A Seagate Cheetah 15K.3 at 15,000 RPM:
http://www.seagate.com/docs/pdf/datasheet/disc/ds_cheetah15k.3.pdf
has an external transfer rate of 320MB/s (2.56Gb/s) when using Ultra
320 SCSI and 200MB/s (1.6Gb/s) when using 2GB Fibre Channel.
*However*, the internal transfer rates are 609 to 891 Mb/s, the
internal formatted transfer rates are 57 to 86 MB/s (456 to 688 Mb/s),
and the sustained transfer rates are 49 to 79 MB/s (392 to 632 Mb/s).
I don't know what the difference between "internal" and "internal
formatted" is, although the first of them might be "how fast you can
transfer bits from the head to the platter" and the second of them
might be "how fast can you transfer bytes of data from the head to the
platter", which might exclude
bytes that aren't data (sector headers, ECC, etc.);
encoding an 8-bit byte in more than 10 bits;
etc..
"Sustained" might include head switch times, track-to-adjacent-track
seek times, etc..
(I'm not a disk drive expert, so those are just guesses.)

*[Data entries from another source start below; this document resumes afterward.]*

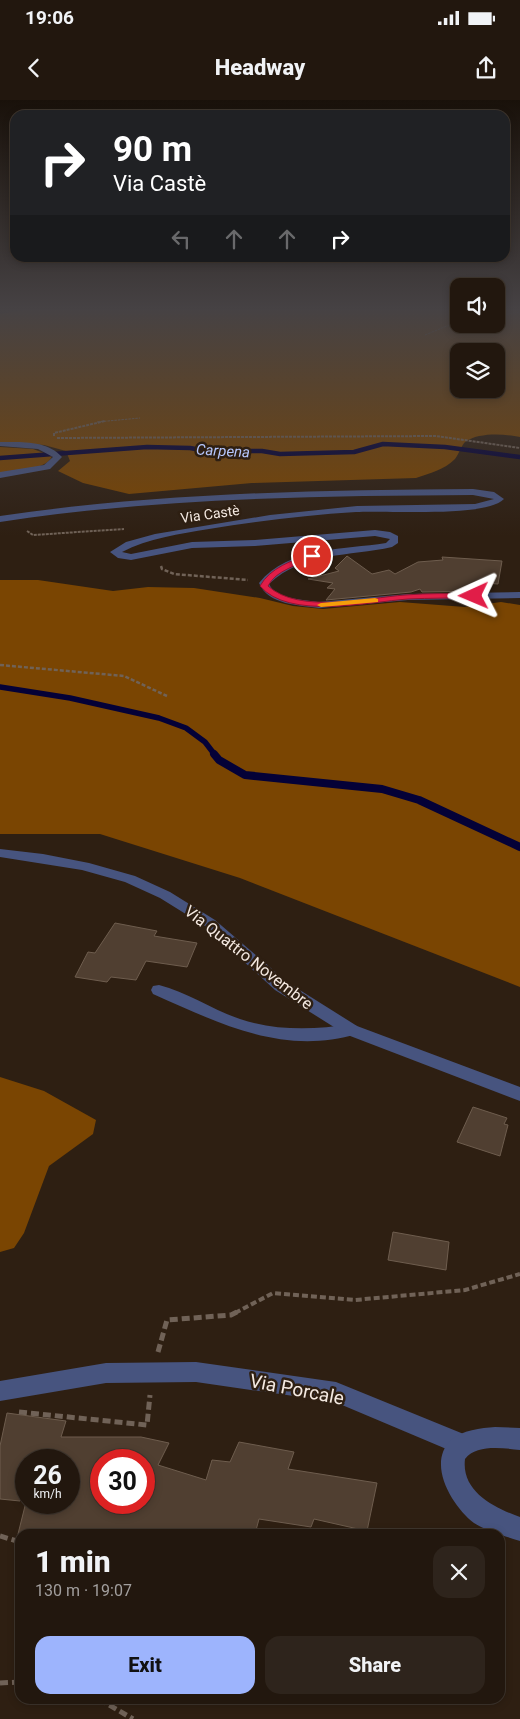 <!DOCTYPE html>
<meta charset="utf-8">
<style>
:root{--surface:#22170e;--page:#2e241c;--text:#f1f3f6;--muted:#a29f9e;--line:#3f362e;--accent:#9db4fd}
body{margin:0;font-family:Roboto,sans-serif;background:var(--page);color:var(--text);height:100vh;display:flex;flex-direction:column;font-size:19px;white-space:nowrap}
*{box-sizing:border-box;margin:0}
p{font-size:16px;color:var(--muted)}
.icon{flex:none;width:28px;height:28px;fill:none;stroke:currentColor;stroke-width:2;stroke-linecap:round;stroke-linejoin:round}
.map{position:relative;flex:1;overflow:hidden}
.panel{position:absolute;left:15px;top:1429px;width:490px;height:175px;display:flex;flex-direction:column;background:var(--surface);border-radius:15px;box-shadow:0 2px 8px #0003,0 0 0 1px var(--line)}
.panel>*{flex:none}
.hud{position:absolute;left:10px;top:10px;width:500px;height:152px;border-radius:15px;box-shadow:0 2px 8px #0003,0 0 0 1px var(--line);background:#202124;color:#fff;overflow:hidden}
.fabs{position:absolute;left:450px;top:178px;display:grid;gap:10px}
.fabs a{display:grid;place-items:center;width:55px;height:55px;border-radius:10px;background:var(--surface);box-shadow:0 2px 8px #0003,0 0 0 1px var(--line);font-size:25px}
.speed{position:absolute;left:15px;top:1349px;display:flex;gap:10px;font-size:25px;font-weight:700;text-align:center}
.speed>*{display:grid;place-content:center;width:65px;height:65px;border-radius:50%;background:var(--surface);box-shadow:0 2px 8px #0003,0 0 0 1px var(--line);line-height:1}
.speed small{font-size:12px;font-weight:400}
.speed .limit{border:8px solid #d22;background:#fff;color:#111}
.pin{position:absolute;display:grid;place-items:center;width:42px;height:42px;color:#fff;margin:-21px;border:2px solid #fff;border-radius:50%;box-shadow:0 1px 5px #0007}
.me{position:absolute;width:55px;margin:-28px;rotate:269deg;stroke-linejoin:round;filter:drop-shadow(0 0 4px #0008)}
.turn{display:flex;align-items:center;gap:18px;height:105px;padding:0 20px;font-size:22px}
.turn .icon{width:65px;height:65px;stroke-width:2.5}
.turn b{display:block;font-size:35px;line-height:42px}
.lanes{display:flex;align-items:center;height:48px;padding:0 20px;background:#0003;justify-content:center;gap:25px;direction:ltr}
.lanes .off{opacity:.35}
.round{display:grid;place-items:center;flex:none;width:52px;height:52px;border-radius:15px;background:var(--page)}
.overview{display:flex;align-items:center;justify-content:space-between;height:85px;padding:0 20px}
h1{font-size:30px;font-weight:800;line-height:38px}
.cta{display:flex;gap:10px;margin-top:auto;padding:10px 20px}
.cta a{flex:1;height:58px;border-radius:15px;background:var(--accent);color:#111;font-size:20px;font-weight:800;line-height:58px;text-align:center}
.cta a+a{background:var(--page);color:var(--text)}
.status{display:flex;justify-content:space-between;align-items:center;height:35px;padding:0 25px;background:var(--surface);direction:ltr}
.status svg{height:14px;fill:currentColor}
header{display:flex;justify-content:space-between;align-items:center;height:65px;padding:0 20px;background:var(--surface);font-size:22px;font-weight:800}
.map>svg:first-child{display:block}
.forest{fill:#7a4502;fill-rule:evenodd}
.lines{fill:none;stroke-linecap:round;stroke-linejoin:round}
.stream-far2{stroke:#040137;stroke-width:4.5}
.stream-far1{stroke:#040137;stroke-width:5.5}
.stream{stroke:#040137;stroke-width:8}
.building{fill:#503f31;stroke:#6e5d4e;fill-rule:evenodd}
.path-far4{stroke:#706257;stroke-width:1;stroke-dasharray:2.5 1;stroke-linecap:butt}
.path-far3{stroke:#706257;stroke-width:2;stroke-dasharray:3 1;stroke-linecap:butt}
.path-far2{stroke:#706257;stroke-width:2.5;stroke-dasharray:4 2;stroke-linecap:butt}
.path-far1{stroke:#706257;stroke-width:4;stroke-dasharray:6 3;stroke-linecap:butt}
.path{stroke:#706257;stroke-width:5;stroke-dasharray:8 4;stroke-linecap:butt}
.minor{fill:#47547f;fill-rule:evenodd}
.tertiary{fill:#47547f;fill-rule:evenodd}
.route{fill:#e11d48;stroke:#92132f}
.slow{fill:#f59e0b}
.labels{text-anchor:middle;stroke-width:5;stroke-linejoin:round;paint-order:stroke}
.far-street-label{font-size:14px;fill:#f4e9e1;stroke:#2e1f12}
.far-water-label{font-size:15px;font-style:italic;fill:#b6c7fd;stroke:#2e1f12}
.street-label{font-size:16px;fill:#f4e9e1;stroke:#2e1f12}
.near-street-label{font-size:19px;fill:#f4e9e1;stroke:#2e1f12}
</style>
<div class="status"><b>19:06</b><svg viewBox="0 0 49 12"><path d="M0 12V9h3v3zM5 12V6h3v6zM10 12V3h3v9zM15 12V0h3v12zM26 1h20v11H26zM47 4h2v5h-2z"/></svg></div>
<header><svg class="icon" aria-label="back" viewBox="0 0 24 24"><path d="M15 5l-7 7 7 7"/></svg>Headway<svg class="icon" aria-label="share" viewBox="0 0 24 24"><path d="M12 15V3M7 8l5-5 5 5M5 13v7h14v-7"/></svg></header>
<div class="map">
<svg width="520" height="1619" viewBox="0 0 520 1619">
<rect width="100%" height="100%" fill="#2e1f12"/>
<path class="forest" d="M 30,209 L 459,209 L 459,224 L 496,224 L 496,209 L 520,209 L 520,337 C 505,334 479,332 465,342 C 461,346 459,354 455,359 C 444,370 430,373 416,378 L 252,383 L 129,394 L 83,383 L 58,371 L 70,361 L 66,351 L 44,345 L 0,342 L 0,214 ZM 459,251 L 496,251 L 496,289 L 459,289 Z
M 0,347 L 33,349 L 52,356 C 46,371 14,370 0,373 Z
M 0,480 L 38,480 L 113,491 L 148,487 L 194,488 L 260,498 L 293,506 L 323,509 L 400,502 L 465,507 L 501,502 L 520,505 L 520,887 L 240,778 L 100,734 L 0,734 Z
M 0,977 L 44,991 L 96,1020 L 93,1034 L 49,1066 L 24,1133 L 14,1148 L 0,1152 Z"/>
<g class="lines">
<path class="stream-far2" d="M 0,358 L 147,347 L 190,348 L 207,351 L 262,351 L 280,354 L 354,352 L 383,344 L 445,347 L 520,357"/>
<path class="stream-far1" d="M 0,587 L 70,598 L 159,618 L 186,628 L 205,642 L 215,655"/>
<path class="stream" d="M 214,654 L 219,660 L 245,675 L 382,689 L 419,700 L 520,747"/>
</g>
<path class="building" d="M 347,456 L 372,474 L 389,470 L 395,474 L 418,462 L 443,460 L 442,457 L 502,461 L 498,484 L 484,483 L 485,491 L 422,492 L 420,489 L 411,492 L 326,500 L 335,489 L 327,488 L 333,483 L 308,479 L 339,471 L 335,468 Z
M 115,823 L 157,831 L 154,836 L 197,843 L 187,867 L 146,861 L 136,880 L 111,877 L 107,882 L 75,877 L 88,852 L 95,853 Z
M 473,1007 L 507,1018 L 504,1024 L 508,1025 L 500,1056 L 457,1042 Z
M 393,1132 L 449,1142 L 446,1170 L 388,1160 Z
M 7,1313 L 66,1321 L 61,1337 L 141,1337 L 169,1343 L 158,1365 L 206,1380 L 212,1360 L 230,1362 L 239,1342 L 294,1352 L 288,1369 L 377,1383 L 367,1431 L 314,1419 L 311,1427 L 259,1419 L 255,1434 L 18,1434 L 26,1402 L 69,1402 L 69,1360 L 26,1360 L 26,1380 L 20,1401 L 0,1399 L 0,1346 ZM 101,1360 L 144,1360 L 144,1402 L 101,1402 Z"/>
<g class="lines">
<path class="path-far4" d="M 496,216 L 520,212
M 425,235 L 459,221
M 97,322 L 140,318"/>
<path class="path-far3" d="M 54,336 L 54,333 L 105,321
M 57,338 L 436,336 L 520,348
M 27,431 L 33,435 L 124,429"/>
<path class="path-far2" d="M 161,466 L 162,469 L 174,474 L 248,480
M 0,565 L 124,576 L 167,596"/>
<path class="path-far1" d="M 235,1213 L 273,1193 L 355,1200 L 465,1190 L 520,1174"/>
<path class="path" d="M 158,1252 L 167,1220 L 231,1215 L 237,1212
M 19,1312 L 147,1325 L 150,1295
M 0,1436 L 20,1442
M 0,1583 L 20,1582
M 99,1599 L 133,1619"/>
<path class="minor" d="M 520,492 L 520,498 L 408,500 L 319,508 L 314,505 L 319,502 L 408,494 Z
M 159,885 C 187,892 213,910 240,919 C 277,931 314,930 351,924 L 357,926 L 359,930 L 357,934 C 282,956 219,923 153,894 L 151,890 L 153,886 Z
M 196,1262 L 336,1282 L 471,1337 L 475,1345 L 471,1353 L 463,1356 L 335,1302 L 196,1282 L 106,1283 L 0,1301 L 0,1281 L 106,1263 Z"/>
<path class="tertiary" d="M 0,342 C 21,342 47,340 62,357 L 50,369 L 0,378 L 0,372 L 44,365 L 53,357 L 38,349 L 0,346 Z
M 473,389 L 494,392 L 504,399 C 486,418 386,410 356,412 C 307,415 258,421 209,429 C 180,434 148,438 122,452 L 131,454 L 192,442 L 255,440 L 375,430 L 390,432 L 398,436 L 398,443 L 392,447 C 349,457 304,451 269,484 C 277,501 307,499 323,503 L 324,505 L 319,508 C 299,505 268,505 259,483 C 289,446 344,450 386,443 L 390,439 L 375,436 L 255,446 L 192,448 L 131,460 L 118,458 L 110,452 L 126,442 L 155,434 L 270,415 L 357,406 L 475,404 L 494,399 L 473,395 C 314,396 157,398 0,422 L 0,416 C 157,393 314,390 473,389 Z
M 0,749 L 43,754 L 89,763 L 135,776 L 170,792 L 215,820 L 287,882 L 357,926 L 520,987 L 520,1001 L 345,934 L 275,890 L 205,826 L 160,798 L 125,782 L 82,770 L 0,757 Z
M 495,1327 L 520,1328 L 520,1350 C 503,1348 476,1344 465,1359 C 461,1392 495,1408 520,1417 L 520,1441 C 505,1436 488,1432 474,1423 C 453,1407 426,1364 451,1340 C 462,1330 481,1328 495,1327 Z"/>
</g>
<linearGradient id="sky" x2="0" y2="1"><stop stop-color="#19110a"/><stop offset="0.48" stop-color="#464244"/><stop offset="1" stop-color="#464244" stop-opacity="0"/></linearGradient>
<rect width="520" height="436" fill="url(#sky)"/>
<path class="route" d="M 312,454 L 314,455 L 314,458 C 298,465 276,470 268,486 C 299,514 366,498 405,495 C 428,493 451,494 474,493 L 478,496 L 474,498 C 452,498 430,498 408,499 C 368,502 289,520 260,486 C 270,468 292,460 312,454 Z"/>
<path class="slow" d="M 375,498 L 378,499 L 378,502 L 321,507 L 317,505 L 321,503 Z"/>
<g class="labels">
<g class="far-street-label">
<text transform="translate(210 414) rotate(-8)" y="5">Via Castè</text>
</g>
<g class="far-water-label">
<text transform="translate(223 351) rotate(3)" y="5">Carpena</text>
</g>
<g class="street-label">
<text transform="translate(249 857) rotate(38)" y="6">Via Quattro Novembre</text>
</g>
<g class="near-street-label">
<text transform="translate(297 1289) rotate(11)" y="7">Via Porcale</text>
</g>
</g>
</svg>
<div class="fabs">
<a><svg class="icon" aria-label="sound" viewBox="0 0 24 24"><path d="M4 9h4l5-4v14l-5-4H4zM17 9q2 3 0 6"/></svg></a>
<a><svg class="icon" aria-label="layers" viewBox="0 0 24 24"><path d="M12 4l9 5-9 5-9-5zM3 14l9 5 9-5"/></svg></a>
</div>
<div class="speed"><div>26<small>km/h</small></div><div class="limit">30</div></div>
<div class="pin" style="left:312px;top:456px;background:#d93025"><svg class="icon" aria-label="arrive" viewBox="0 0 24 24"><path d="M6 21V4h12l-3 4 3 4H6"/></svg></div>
<svg class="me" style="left:474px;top:496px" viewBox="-20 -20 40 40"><path d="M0-17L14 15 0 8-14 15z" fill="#e11d48" stroke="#fff" stroke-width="4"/></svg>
<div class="hud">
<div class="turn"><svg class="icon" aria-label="right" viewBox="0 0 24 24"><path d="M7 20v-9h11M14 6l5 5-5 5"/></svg><div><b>90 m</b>Via Castè</div></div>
<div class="lanes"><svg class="icon off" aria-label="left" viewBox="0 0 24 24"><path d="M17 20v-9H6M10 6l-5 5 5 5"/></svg><svg class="icon off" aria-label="ahead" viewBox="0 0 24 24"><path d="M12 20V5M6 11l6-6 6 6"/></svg><svg class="icon off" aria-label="ahead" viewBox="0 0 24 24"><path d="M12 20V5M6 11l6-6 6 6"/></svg><svg class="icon" aria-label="right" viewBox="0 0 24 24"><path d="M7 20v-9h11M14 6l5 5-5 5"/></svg></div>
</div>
<section class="panel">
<div class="overview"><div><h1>1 min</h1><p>130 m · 19:07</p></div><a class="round"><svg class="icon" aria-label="close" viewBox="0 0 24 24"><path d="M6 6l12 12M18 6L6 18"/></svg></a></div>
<div class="cta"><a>Exit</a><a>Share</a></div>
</section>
</div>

So, just because the drive electronics, and the bus being used to
transfer data to the drive, can transfer some number of bits per
second, that doesn't mean you can keep moving those bits to the disk
surface at that rate (it might be transferring to or from a track
buffer, for example, but when the buffer fills up, you can't just keep
transferring).
And, over and above that, you might have:
file system overhead (allocating blocks to which to write, updating
the data structure that records the length, etc. of the file, and so
on);
bus bandwidth issues (1Gb/s of network traffic + 1Gb/s of disk traffic
is 2Gb/s, or 250MB/s - that's almost twice what a 33 MHz 32-bit PCI bus
can handle, although a 66 MHz 32-bit PCI could handle it as long as
there's not too much overhead or *other* traffic on the bus, and faster
or wider buses should have no problem);
bus *latency* issues (bandwidth is all very well and good, but if you
can't get onto the bus before your buffer fills up, the fact that
you'll have more than enough bandwidth later won't help you).